Par ailleurs, j'aurais souhaité faire part, au cours du
développement de ce TFE, d'autres situations de mon stage dans
lesquelles j'ai mis en place des activités alternatives à
l'informatique. Or, le volume du porte-folio étant déjà
bien fourni, je n'ai pas voulu en surajouté. Je vais donc
m'arrêté à quelques descriptions succinctes ici.
Je prenais plaisir à lire des histoires aux plus petits
pour favoriser leur endormissement paisible du coucher, quand j'étais de
service. Ils se montraient silencieux pendant que je racontais. Probablement
étaient-ils absorbés par mon intonation narrative, que je
m'efforçais de rendre mélodieuse pour fixer leur attention. En
dehors de nourrir la pensée magique de l'enfant, ne stimulais-je pas sa
représentation symbolique (voir Pascale Gustin, page 23) favorable, en
même temps, à une structuration linguistique ?
Le jeune François, onze ans, présenté
antérieurement dans les trois situations éducatives, insistait
souvent pour que je lui lise à son chevet des passages de ses livres de
récits d'aventure, dont il parcourait lui-même parfois
individuellement les chapitres. Il était, en ces circonstances,
constamment pendu à mes lèvres et découvrait des mots dont
je lui expliquais le sens.
Parfois, les mercredis après-midi ou le week-end, il
m'arrivait de me retrouver avec quelques-uns autour d'un jeu de
société de type coopératif ou stratégique.
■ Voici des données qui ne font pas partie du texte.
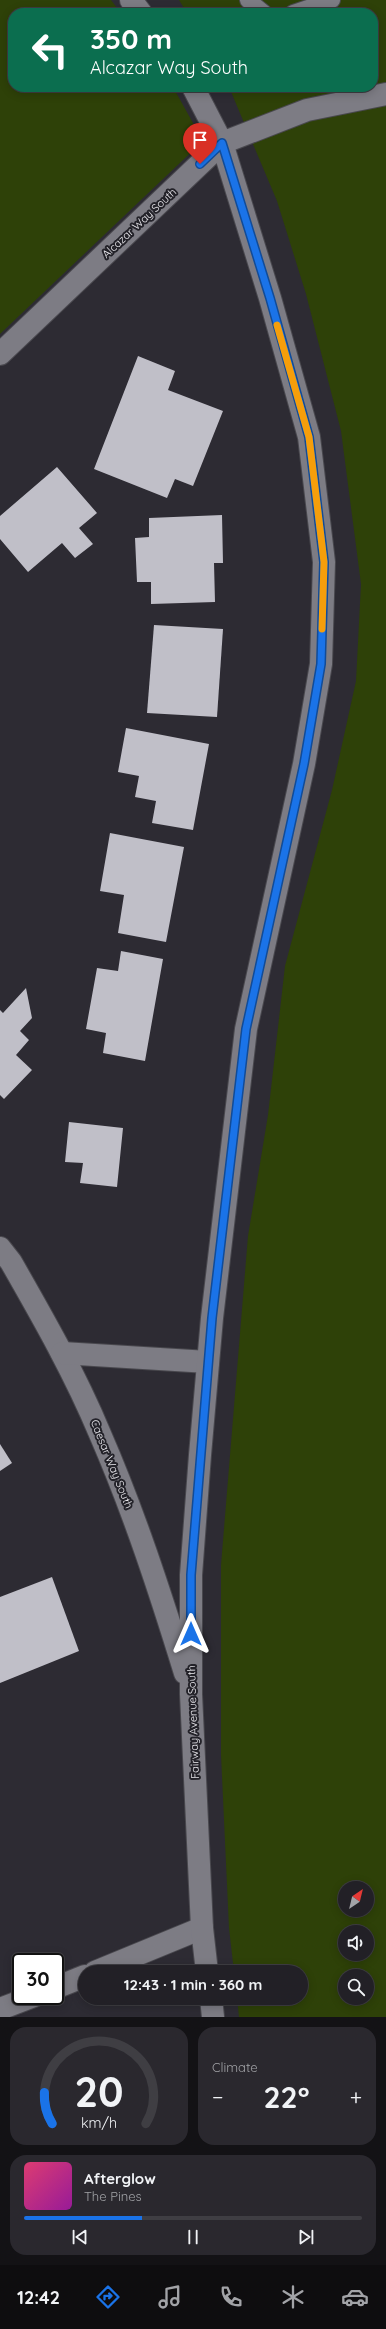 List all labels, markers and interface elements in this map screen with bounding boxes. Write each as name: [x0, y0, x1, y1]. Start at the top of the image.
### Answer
text: 350 m: [90, 21, 172, 56]
icon: left: [24, 24, 76, 76]
text: Alcazar Way South: [90, 56, 248, 79]
pin: [183, 123, 217, 164]
icon: arrive: [189, 129, 211, 151]
street label: Alcazar Way South: [99, 185, 179, 261]
street label: Caesar Way South: [88, 1417, 136, 1511]
position arrow: [170, 1613, 212, 1655]
street label: Fairway Avenue South: [184, 1665, 202, 1779]
north arrow: [338, 1881, 374, 1917]
map controls: [338, 1881, 374, 2005]
button: sound: [338, 1925, 374, 1961]
speed limit sign: 30: [12, 1953, 64, 2005]
button: search: [338, 1969, 374, 2005]
text: 12:43 · 1 min · 360 m: [124, 1975, 262, 1994]
text: Climate: [212, 2059, 258, 2075]
text: 20: [74, 2065, 124, 2117]
text: 22°: [264, 2078, 309, 2116]
text: −: [212, 2083, 223, 2111]
text: +: [350, 2083, 362, 2111]
text: km/h: [81, 2114, 117, 2132]
text: Afterglow: [84, 2169, 156, 2188]
text: The Pines: [84, 2188, 142, 2204]
icon: previous: [69, 2226, 91, 2248]
icon: pause: [182, 2226, 204, 2248]
icon: next: [295, 2226, 317, 2248]
icon: directions: [94, 2283, 122, 2311]
icon: music: [156, 2283, 184, 2311]
icon: phone: [217, 2283, 245, 2311]
icon: climate: [279, 2283, 307, 2311]
icon: car: [341, 2283, 369, 2311]
text: 12:42: [17, 2286, 60, 2309] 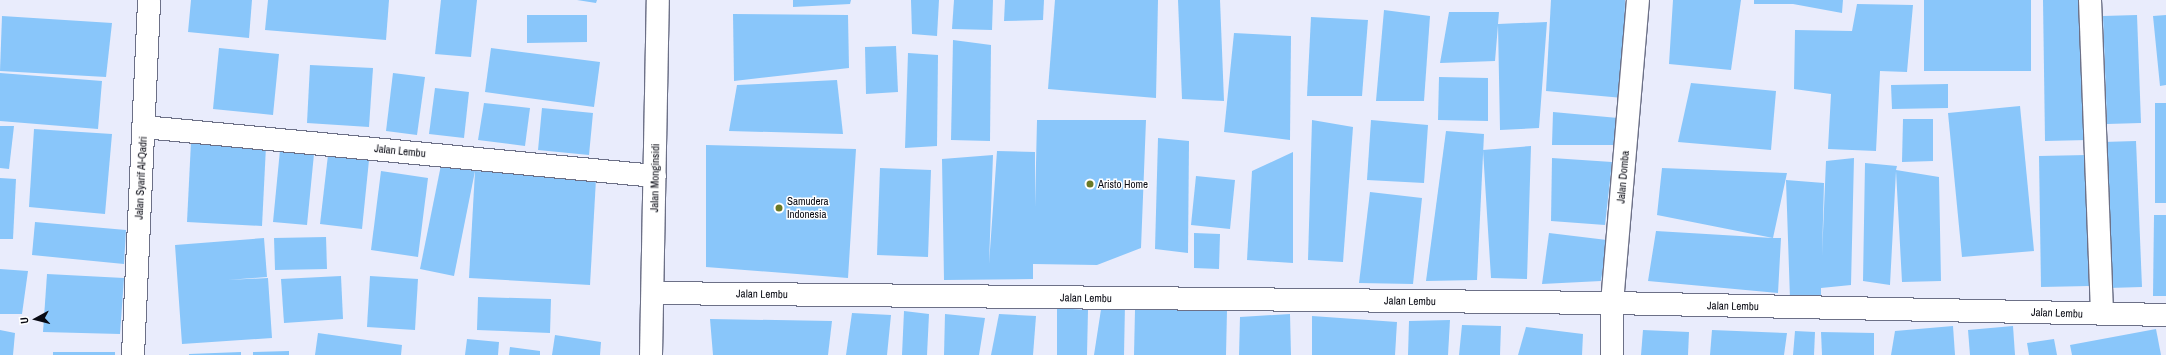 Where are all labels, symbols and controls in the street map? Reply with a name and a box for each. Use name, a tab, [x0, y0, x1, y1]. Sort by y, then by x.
street label: Jalan Syarif Al-Qadri	[132, 136, 150, 220]
street label: Jalan Lembu	[374, 142, 426, 160]
street label: Jalan Monginsidi	[648, 144, 662, 212]
street label: Jalan Domba	[1614, 150, 1632, 204]
place label: Aristo Home	[1098, 177, 1148, 191]
marker: Aristo Home	[1085, 179, 1095, 189]
place label: Samudera Indonesia	[787, 195, 829, 221]
marker: Samudera Indonesia	[774, 203, 784, 213]
street label: Jalan Lembu	[736, 287, 788, 301]
street label: Jalan Lembu	[1060, 291, 1112, 305]
street label: Jalan Lembu	[1384, 294, 1436, 308]
north arrow	[16, 299, 56, 339]
street label: Jalan Lembu	[1707, 299, 1759, 313]
street label: Jalan Lembu	[2031, 306, 2083, 320]
text: U	[17, 316, 31, 325]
Je me
faisais même le partenaire des plus jeunes en me laissant entraîner
dans leurs jeux de rôles, du style « Papa, Maman et les enfants
» ou « commerçant/client » ou encore en créant des
interactions avec eux par le média des Playmobil.
Il est aussi certains autres loisirs que j'aurais aimé
réaliser plus souvent avec les enfants. Ainsi, en tant qu'amateur de
VTT, je n'ai pu réaliser que deux cyclo-randonnées pour partager
mon plaisir avec eux. Les contraintes organisationnelles et
météorologiques du printemps 2013 n'ont pas été
propices à la multiplication de ce type de sortie.
Finalement, les changements induits par l'humain dans l'ici et
maintenant de ma pratique, ainsi que la mutation permanente du contexte
socio-économique, me conduisent à demeurer un
63
professionnel jamais achevé, qui dois s'adapter en
permanence. Il est de bon ton de parodier ici Simone de Beauvoir, en parlant de
la condition de l'éducateur : on ne naît pas éducateur, on
le devient !
J'ai également le souci constant de ne pas oublier
Socrate disant : « Tout ce que je sais, c'est que je ne sais rien ».
Loin de me situer ainsi dans un esprit d'ignorance béate, je veux
plutôt signifier qu'il est opportun - pour le professionnel que je veux
être - de ne pas se lasser de découvrir ou parfois
redécouvrir autrement l'humanité de l'Autre, dans un lien
authentique et quotidien, pas à pas.
Je pense que le travail éducatif est jalonné de
phases de construction, de déconstruction et de reconstruction. Ce
travail, qu'il se fasse en individuel, en équipe ou en
pluridisciplinarité, est fait de prises de risques et d'impasses, mais
aussi de trouvailles et pari pour le bénéficiaire regorgeant de
ressources parfois inexploitées...
Je reste toujours soucieux d'optimaliser l'intégration
socio-professionnelle des jeunes dans une société multiculturelle
régie par les lois de l'image et du multimédia. Fort de mes
quinze ans d'expérience dans le secteur socio-éducatif, je tiens
à continuer de mettre ma part de créativité et
d'humanité au service de la santé et de l'épanouissement
des personnes bénéficiant de mon accompagnement.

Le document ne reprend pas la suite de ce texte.